Start of SUPPLIED DATA
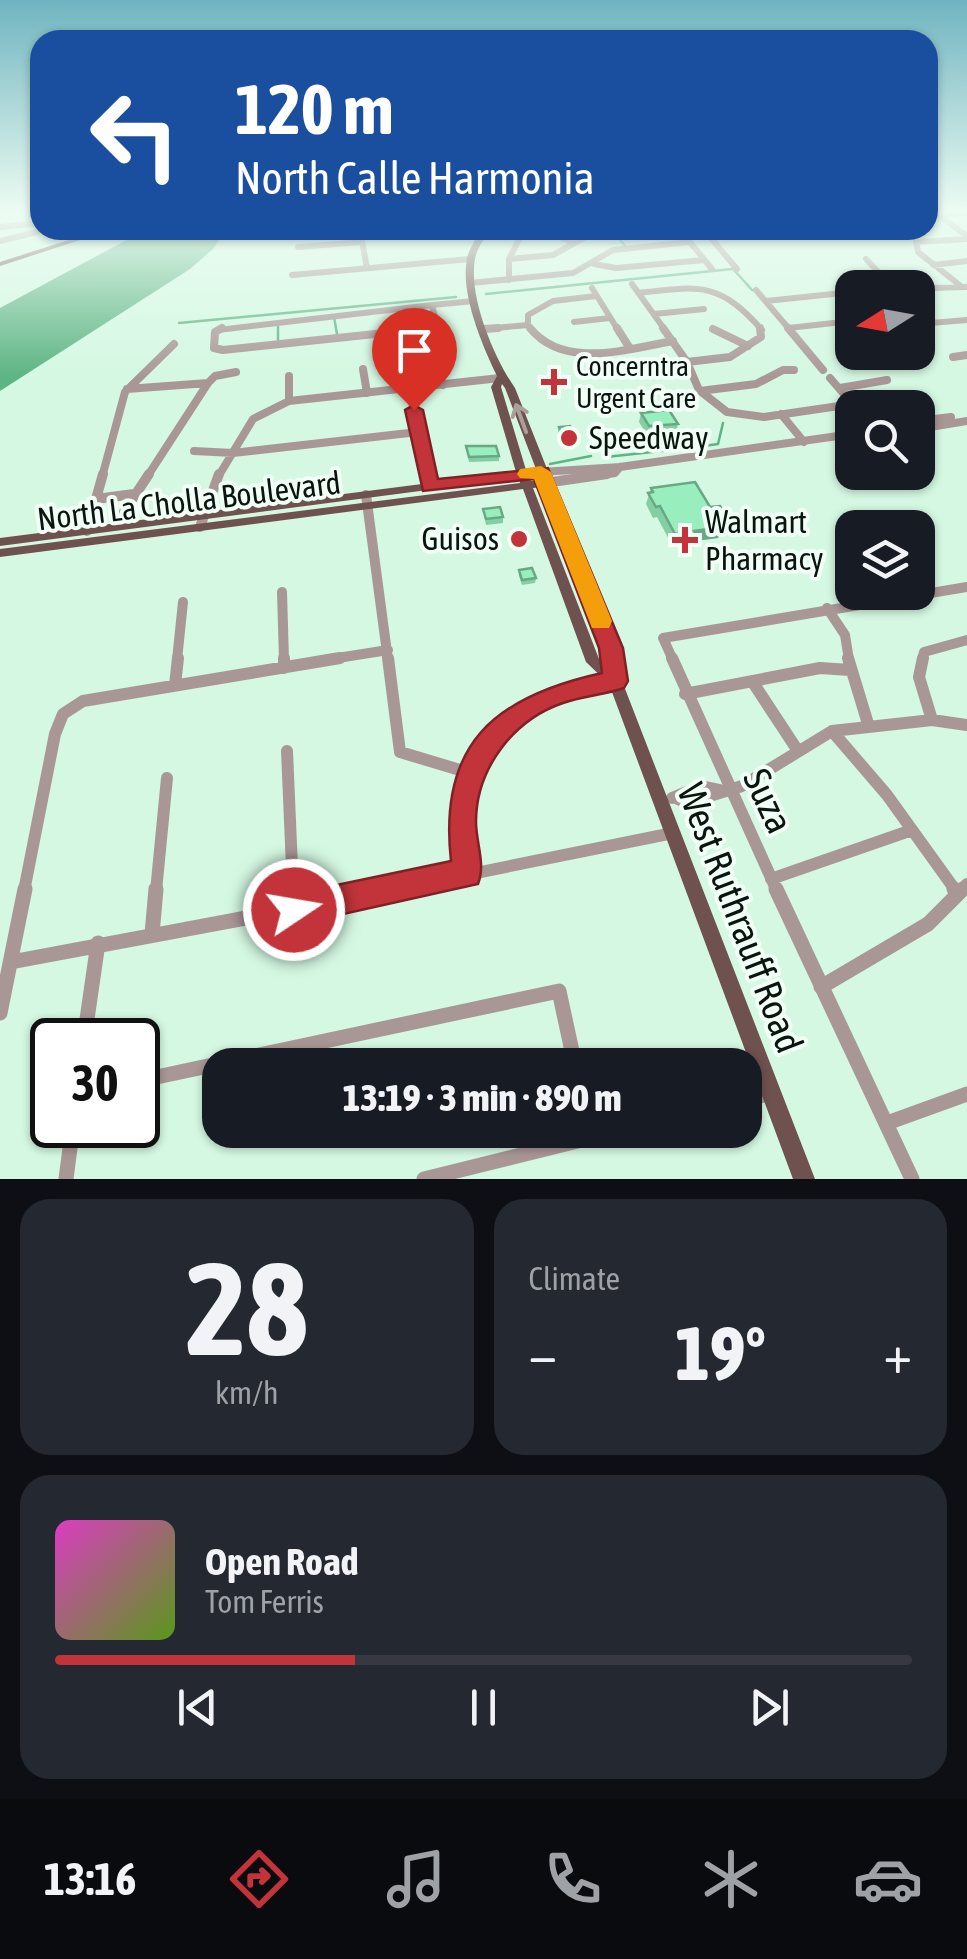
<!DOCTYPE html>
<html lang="en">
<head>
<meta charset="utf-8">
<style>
	:root { --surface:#171b24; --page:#242831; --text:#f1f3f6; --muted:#9ea1a6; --line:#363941; --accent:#c3333a }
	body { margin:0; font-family:"Asap Condensed",sans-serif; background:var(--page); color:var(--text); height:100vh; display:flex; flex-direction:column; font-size:38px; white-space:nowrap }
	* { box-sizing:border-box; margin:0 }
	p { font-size:32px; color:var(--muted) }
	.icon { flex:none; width:55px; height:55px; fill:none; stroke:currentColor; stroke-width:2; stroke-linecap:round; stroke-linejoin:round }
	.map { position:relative; height:1179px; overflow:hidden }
	.panel { display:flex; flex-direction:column; gap:20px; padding:20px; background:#0d0f14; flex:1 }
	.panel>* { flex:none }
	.top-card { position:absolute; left:30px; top:30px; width:908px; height:210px; border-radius:30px; box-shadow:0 2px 8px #0004; background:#1a4fa0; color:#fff; overflow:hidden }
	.needle { width:65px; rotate:259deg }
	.fabs { position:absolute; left:835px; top:270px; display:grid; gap:20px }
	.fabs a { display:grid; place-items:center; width:100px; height:100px; border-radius:20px; background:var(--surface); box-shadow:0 2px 8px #0004; font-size:50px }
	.speed { position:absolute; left:30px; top:1018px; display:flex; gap:20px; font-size:50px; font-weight:700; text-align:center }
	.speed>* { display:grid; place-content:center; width:130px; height:130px; border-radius:50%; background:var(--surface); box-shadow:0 2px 8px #0004; line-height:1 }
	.speed .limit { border:5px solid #111; border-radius:15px; background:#fff; color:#111 }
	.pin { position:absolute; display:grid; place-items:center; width:85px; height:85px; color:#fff; margin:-102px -42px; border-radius:50% 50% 50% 0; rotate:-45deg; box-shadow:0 0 10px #0007 }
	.pin .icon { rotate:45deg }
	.me { position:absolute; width:110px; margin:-55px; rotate:78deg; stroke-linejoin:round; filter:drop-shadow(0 0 8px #0008) }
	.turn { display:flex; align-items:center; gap:35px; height:210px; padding:0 40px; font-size:45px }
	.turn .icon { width:130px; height:130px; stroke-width:2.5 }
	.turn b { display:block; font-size:70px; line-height:85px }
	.big { font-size:75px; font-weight:800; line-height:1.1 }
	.panel .widget { flex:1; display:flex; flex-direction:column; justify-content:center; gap:15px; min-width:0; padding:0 35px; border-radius:30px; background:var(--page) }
	.panel .dial { align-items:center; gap:0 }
	.dial b { font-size:130px; line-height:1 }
	.song { display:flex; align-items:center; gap:30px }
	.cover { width:120px; height:120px; border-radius:15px; background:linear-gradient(135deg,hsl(310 70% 55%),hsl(90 70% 35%)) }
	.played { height:10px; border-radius:5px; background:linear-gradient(90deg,var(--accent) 35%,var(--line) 35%) }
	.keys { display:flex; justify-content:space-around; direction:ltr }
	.heat { display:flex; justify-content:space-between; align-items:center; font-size:55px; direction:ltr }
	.panel .tiles { flex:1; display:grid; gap:20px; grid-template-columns:1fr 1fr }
	.widget:last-child { grid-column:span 2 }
	.trip { position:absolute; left:202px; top:1048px; width:560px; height:100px; border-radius:30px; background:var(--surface); box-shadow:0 2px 8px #0004; font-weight:800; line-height:100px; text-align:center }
	.menu { display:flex; height:160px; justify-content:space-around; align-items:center; background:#090b0e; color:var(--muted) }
	.menu .icon { width:70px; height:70px }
	.menu .active { color:var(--accent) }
	.menu b { font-size:45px; color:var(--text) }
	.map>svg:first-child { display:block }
	.water { fill:#5db484 }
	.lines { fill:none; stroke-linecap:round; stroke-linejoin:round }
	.stream { stroke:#5db484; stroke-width:2.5 }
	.minor-far4 { stroke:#a99796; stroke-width:6 }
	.minor-far3 { stroke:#a99796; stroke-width:8 }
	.minor-far2 { stroke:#a99796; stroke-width:10 }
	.minor-far1 { stroke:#a99796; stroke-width:12 }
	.minor { stroke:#a99796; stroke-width:15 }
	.major { fill:#6f514f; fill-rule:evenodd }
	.wall { fill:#83cea3 }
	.shaded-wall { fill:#6aa784 }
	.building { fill:#98efbd; stroke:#6aa784; stroke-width:2.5 }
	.oneway { stroke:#aa9f9a }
	.route { fill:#c3333a; stroke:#7f2126; stroke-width:2.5 }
	.slow { fill:#f59e0b }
	.poi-dot { fill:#c3333a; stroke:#f1fff6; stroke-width:4 }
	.labels { text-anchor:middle; stroke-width:8; stroke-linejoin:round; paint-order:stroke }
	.far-poi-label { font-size:28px; fill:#09150e; stroke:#f1fff6; text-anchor:start }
	.poi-label { font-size:32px; fill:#09150e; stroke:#f1fff6; text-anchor:start }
	.street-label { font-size:32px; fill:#09150e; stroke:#f1fff6 }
	.near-street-label { font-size:38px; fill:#09150e; stroke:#f1fff6 }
</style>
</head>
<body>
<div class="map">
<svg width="967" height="1179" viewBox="0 0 967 1179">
	<rect width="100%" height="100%" fill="#d4f8e2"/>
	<path class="water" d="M145 230H226L213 249 190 269 0 391V308Z"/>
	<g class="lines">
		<path class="stream" d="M616 235 626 247
			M734 270 752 290
			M486 294 732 269
			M334 317 337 334
			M179 323 456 297
			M278 323V340
			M697 447 718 444 723 423
			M606 457 689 448
			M550 464 591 456"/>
		<path class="minor-far4" d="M935 212 967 236
			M949 214 967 213
			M0 227 40 223
			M54 230 77 237
			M360 230 367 268
			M543 230 572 242
			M680 230 712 269
			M704 230 737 269
			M914 230 918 252 962 287
			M0 241 45 230
			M916 242 967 239
			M298 247 362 242
			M509 259 553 255 591 234 633 230
			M866 259 885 279 878 288
			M594 264 616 268 704 260
			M933 265 967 261
			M292 275 470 259
			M863 276 885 279
			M509 280V259L524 230
			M470 283 573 273 613 250 690 242
			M632 284 665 330
			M592 288 618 330
			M931 288 966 287
			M756 290 790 330
			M638 293C699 286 719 281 762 330
			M766 301 852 292
			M432 305 474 301
			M654 314 704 309
			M574 322 610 318
			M918 324 967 320
			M528 325 532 330
			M528 325V315L553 301 596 296
			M788 328 852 321
			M484 329 528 325
			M218 330 432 305
			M418 330 437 325 432 305"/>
		<path class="minor-far3" d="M222 328 215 332 214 348 223 350 432 328
			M530 328C564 370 627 349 673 341
			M617 328 629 347
			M663 328 687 362 699 390 727 412 764 417 839 406
			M788 328 823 370
			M484 329 498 328
			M713 329 748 346
			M953 357 967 355
			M436 360 443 385
			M687 362 730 357 761 337 760 328
			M363 369 367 393
			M289 376V401
			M830 378 856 408
			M409 388 428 477
			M840 388 887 380
			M127 389 208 383
			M700 391 756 384 783 370H794
			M781 414 804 442
			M918 421 951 417
			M918 429 967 421
			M194 451 233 453 418 432
			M541 472 620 467 852 434
			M102 477 125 392 174 344
			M147 477 208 383 215 376 236 372
			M218 477 253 419 289 401 500 378
			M589 477 615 473 620 467"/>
		<path class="minor-far2" d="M427 474 430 486
			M545 483 607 474
			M366 495 388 660
			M96 499 134 494
			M124 512 149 474
			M200 527 219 474
			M87 531 103 474
			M282 592 284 660
			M827 608 845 635 849 660
			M177 660 183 602
			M325 660 388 650
			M673 660 663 638 967 587
			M922 660 924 652 967 640"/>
		<path class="minor-far1" d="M284 658V668
			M388 658 400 752 470 773
			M672 658 777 891
			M848 658 869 727
			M923 658 919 677 932 720
			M752 681 798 751
			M175 685 178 658
			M685 694 820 668 850 670
			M832 731 887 795 956 891
			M287 751 293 891
			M672 798 701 786 720 790
			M676 798 687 803 742 786 832 731 932 720 967 725
			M467 873C456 748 494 704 615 681
			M771 879 912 830
			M24 891 55 734 63 714 83 701 340 658
			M156 891 167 778
			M387 891 673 833
			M960 891 967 884"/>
		<path class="minor" d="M293 889 294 910
			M776 889 912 1179
			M954 889 957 893
			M152 934 156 889
			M11 962 401 889
			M821 987 928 924 963 889
			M0 1013 25 889
			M84 1040 98 943
			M138 1081 559 991 575 1065
			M745 1100 771 1093
			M887 1123 967 1094
			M66 1179 73 1125
			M424 1179 622 1130"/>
		<path class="major" d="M100 230H111L0 266V262Z
			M482 230H490C484 239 477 248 475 259 468 296 494 358 515 388L618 648 622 681 815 1179H793L609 684 586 662 523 489 0 557V549L520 483 519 478 0 546V538L516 472 491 387 497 376C482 345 460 293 467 259 469 248 476 239 482 230ZM502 384 505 388 536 469 526 470 501 387ZM539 476 540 480 531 481 529 477ZM543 487 604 648 606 665 599 659 533 488Z"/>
	</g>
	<path class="wall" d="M641 413 678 424 676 432 647 435 639 422Z
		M559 427 576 442 575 446 565 447 558 432Z
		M466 446 499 456V461L469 462Z
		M651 488 724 529H721L718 538 695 541 693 547 684 549 681 544 672 545 657 517 653 518 646 504Z
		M483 509 503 517V523L486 525Z
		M519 570 536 578 535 583 522 585 519 576Z"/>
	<path class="shaded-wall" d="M727 517 718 538 695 541 693 547 684 549 688 538 694 531 717 519Z
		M685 533 681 544 672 545 675 534Z"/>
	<path class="building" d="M669 410 678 424 649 426 641 413Z
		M570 426 576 442 565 443 559 427Z
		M466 446H496L499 456 469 457Z
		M695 482 710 507 720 506 727 517 717 519 722 527 694 531 697 536 688 538 685 533 675 534 660 506 656 507 648 493 653 492 651 488Z
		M500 507 503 517 486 519 483 509Z
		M532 568 536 578 522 580 519 570Z"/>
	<defs><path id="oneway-shaft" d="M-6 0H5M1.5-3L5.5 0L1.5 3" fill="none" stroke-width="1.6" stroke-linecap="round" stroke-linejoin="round" transform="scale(2.5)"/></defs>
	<use class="oneway" href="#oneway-shaft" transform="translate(521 418) rotate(-110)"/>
	<linearGradient id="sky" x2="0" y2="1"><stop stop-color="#70b4c0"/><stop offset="0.56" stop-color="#ecfcf2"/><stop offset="1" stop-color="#ecfcf2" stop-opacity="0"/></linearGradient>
	<rect width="967" height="377" fill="url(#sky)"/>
	<path class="route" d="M414 405 423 410 438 479 548 468 623 648 628 681 624 688C604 695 583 696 563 703 513 720 476 769 476 822 476 843 486 864 478 884L294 925 282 921 278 910 282 899 294 894 451 861C438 745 493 697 602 673L599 648 534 479 423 491 405 410Z"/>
	<path class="slow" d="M541 466 551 472 612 621 609 628H592L534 479 520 478 517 474 520 469Z"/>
	<g class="poi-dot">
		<path d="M549 367h10v10h10v10h-10v10h-10v-10h-10v-10h10z"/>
		<circle cx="569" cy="438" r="10"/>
		<circle cx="519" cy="539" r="10"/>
		<path d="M680 525h10v10h10v10h-10v10h-10v-10h-10v-10h10z"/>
	</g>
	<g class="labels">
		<g class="far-poi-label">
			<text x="576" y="376">Concerntra<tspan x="576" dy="32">Urgent Care</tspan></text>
		</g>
		<g class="poi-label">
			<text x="589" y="449">Speedway</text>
			<text x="705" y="533">Walmart<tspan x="705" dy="37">Pharmacy</tspan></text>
			<text x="499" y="550" text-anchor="end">Guisos</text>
		</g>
		<g class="street-label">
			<text transform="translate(189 501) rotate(-7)" y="11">North La Cholla Boulevard</text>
		</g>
		<g class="near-street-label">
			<text transform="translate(768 801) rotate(65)" y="13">Suza</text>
			<text transform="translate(740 918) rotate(69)" y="13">West Ruthrauff Road</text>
		</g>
	</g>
</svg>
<div class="fabs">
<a><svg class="needle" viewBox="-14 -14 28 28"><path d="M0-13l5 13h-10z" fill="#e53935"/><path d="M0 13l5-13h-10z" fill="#9ea1a6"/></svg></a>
<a><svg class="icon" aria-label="search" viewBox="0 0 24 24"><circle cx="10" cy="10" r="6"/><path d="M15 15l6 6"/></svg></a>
<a><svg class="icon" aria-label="layers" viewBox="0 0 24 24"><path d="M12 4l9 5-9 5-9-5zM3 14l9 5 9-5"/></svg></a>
</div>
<div class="speed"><div class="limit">30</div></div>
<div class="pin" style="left:414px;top:410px;background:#d93025"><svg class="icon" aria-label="arrive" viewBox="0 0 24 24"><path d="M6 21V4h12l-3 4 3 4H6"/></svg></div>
<svg class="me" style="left:294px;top:910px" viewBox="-20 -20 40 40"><circle r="17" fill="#c3333a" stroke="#fff" stroke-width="3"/><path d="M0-11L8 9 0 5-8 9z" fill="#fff"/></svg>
<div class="trip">13:19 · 3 min · 890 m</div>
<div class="top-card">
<div class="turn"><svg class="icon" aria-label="left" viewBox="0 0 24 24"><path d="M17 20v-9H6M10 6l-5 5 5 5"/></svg><div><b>120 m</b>North Calle Harmonia</div></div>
</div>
</div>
<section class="panel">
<div class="tiles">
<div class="widget dial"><b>28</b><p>km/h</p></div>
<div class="widget"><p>Climate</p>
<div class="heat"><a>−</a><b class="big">19°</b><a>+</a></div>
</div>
<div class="widget">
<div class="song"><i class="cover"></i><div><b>Open Road</b><p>Tom Ferris</p></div></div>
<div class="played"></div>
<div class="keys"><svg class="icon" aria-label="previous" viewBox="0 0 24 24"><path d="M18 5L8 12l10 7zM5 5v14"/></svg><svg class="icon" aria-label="pause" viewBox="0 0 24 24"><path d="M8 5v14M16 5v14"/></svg><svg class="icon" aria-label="next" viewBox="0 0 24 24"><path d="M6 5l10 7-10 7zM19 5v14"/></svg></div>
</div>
</div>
</section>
<nav class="menu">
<b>13:16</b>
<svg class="icon active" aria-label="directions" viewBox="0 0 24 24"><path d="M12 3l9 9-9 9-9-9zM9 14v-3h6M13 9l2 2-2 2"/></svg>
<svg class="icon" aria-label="music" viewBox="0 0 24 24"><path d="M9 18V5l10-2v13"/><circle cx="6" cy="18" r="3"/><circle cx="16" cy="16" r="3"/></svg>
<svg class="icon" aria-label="phone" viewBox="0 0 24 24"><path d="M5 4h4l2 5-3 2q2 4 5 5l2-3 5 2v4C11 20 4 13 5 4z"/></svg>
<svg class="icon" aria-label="climate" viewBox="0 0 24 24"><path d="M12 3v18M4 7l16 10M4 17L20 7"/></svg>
<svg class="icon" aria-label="car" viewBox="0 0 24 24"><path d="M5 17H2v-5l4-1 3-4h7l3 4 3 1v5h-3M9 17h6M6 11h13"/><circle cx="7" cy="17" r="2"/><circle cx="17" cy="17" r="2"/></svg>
</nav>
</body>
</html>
End of SUPPLIED DATA
TRY IT:
Return every line of the data above in which "place" appears.

RESPONSE TO THIS TASK:
	.fabs a { display:grid; place-items:center; width:100px; height:100px; border-radius:20px; background:var(--surface); box-shadow:0 2px 8px #0004; font-size:50px }
	.speed>* { display:grid; place-content:center; width:130px; height:130px; border-radius:50%; background:var(--surface); box-shadow:0 2px 8px #0004; line-height:1 }
	.pin { position:absolute; display:grid; place-items:center; width:85px; height:85px; color:#fff; margin:-102px -42px; border-radius:50% 50% 50% 0; rotate:-45deg; box-shadow:0 0 10px #0007 }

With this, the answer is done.